We’re now printing every time there is an iteration of the outer loop.

So the outer loop iterates three times, and inside each three lines of data are printed. Let’s add another enumerate function call and print statement, but this time to the inner loop.

list_1 = [1, 2, 3]
list_2 = ['a', 'b', 'c']

for iteration_count_i, item_i in enumerate(list_1):
    print(f'Outer loop iteration #{iteration_count_i}')
    for iteration_count_j, item_j in enumerate(list_2):
        print(f'Inner loop iteration #{iteration_count_j}')
        print(item_i, item_j)
Outer loop iteration #0
Inner loop iteration #0
1 a
Inner loop iteration #1
1 b
Inner loop iteration #2
1 c
Outer loop iteration #1
Inner loop iteration #0
2 a
Inner loop iteration #1
2 b
Inner loop iteration #2
2 c
Outer loop iteration #2
Inner loop iteration #0
3 a
Inner loop iteration #1
3 b
Inner loop iteration #2
3 c

This might look a little bit confusing, but breaking it down step by step we see that

  1. The outer loop starts, printing its iteration number and values from list_1.
  2. Then the inner loop runs three times, each time printing its iteration number and values from list_2.
  3. The outer loop iterates again, and so on.

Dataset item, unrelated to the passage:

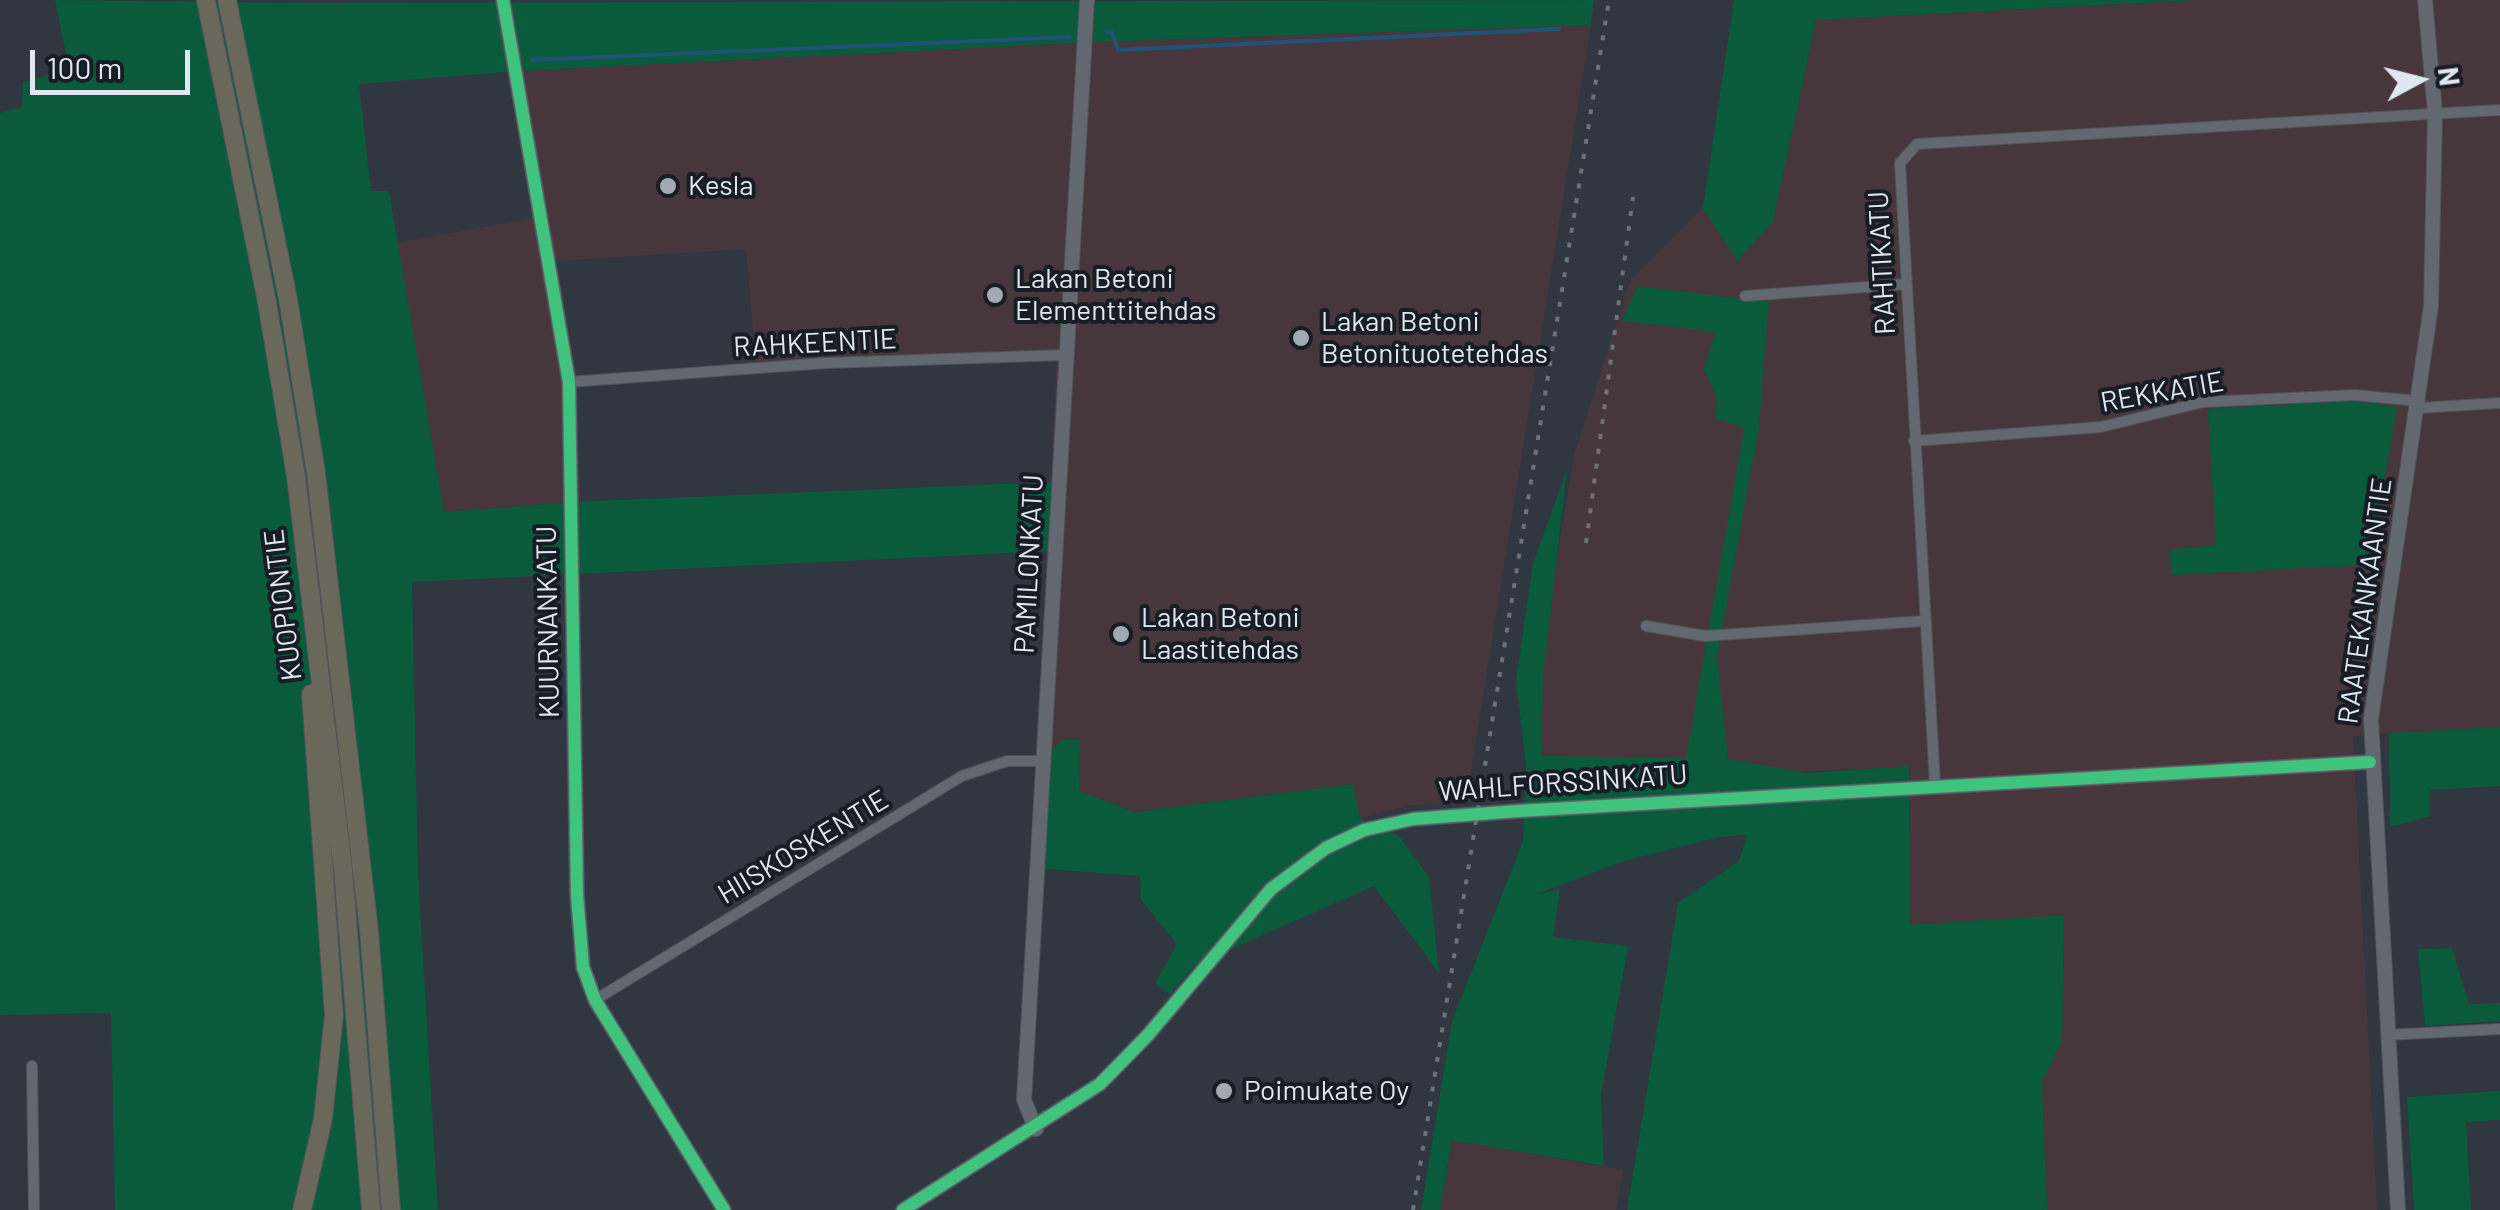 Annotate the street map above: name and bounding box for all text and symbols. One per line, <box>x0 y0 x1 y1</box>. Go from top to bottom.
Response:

For every iteration of the outer loop, the inner loop iterates through the entirety of list_2. So the inner loop does all of its iterations before the outer loop iterates again.

Exercises

1a. Using a for loop, generate and print the first 20 square numbers.

Tip

You can generate integers from 1 to 20 with the range function.

1b. Modify your loop to keep track of the current iteration and print this along with each square number.

2. The Fibonacci sequence is defined by the recursion relation

\[F_{n} = F_{n - 1} + F_{n - 2},\]

i.e. each term is simply the sum of the previous two terms.

Starting with the following list:

fib = [0, 1]

2a. Using list indexing, calculate the next term in the sequence and append this to fib.

Tip

Remember that you can use negative indices to access elements in a list in reverse order.

2b. Write a loop to calculate the next 10 terms in the sequence and add these to fib.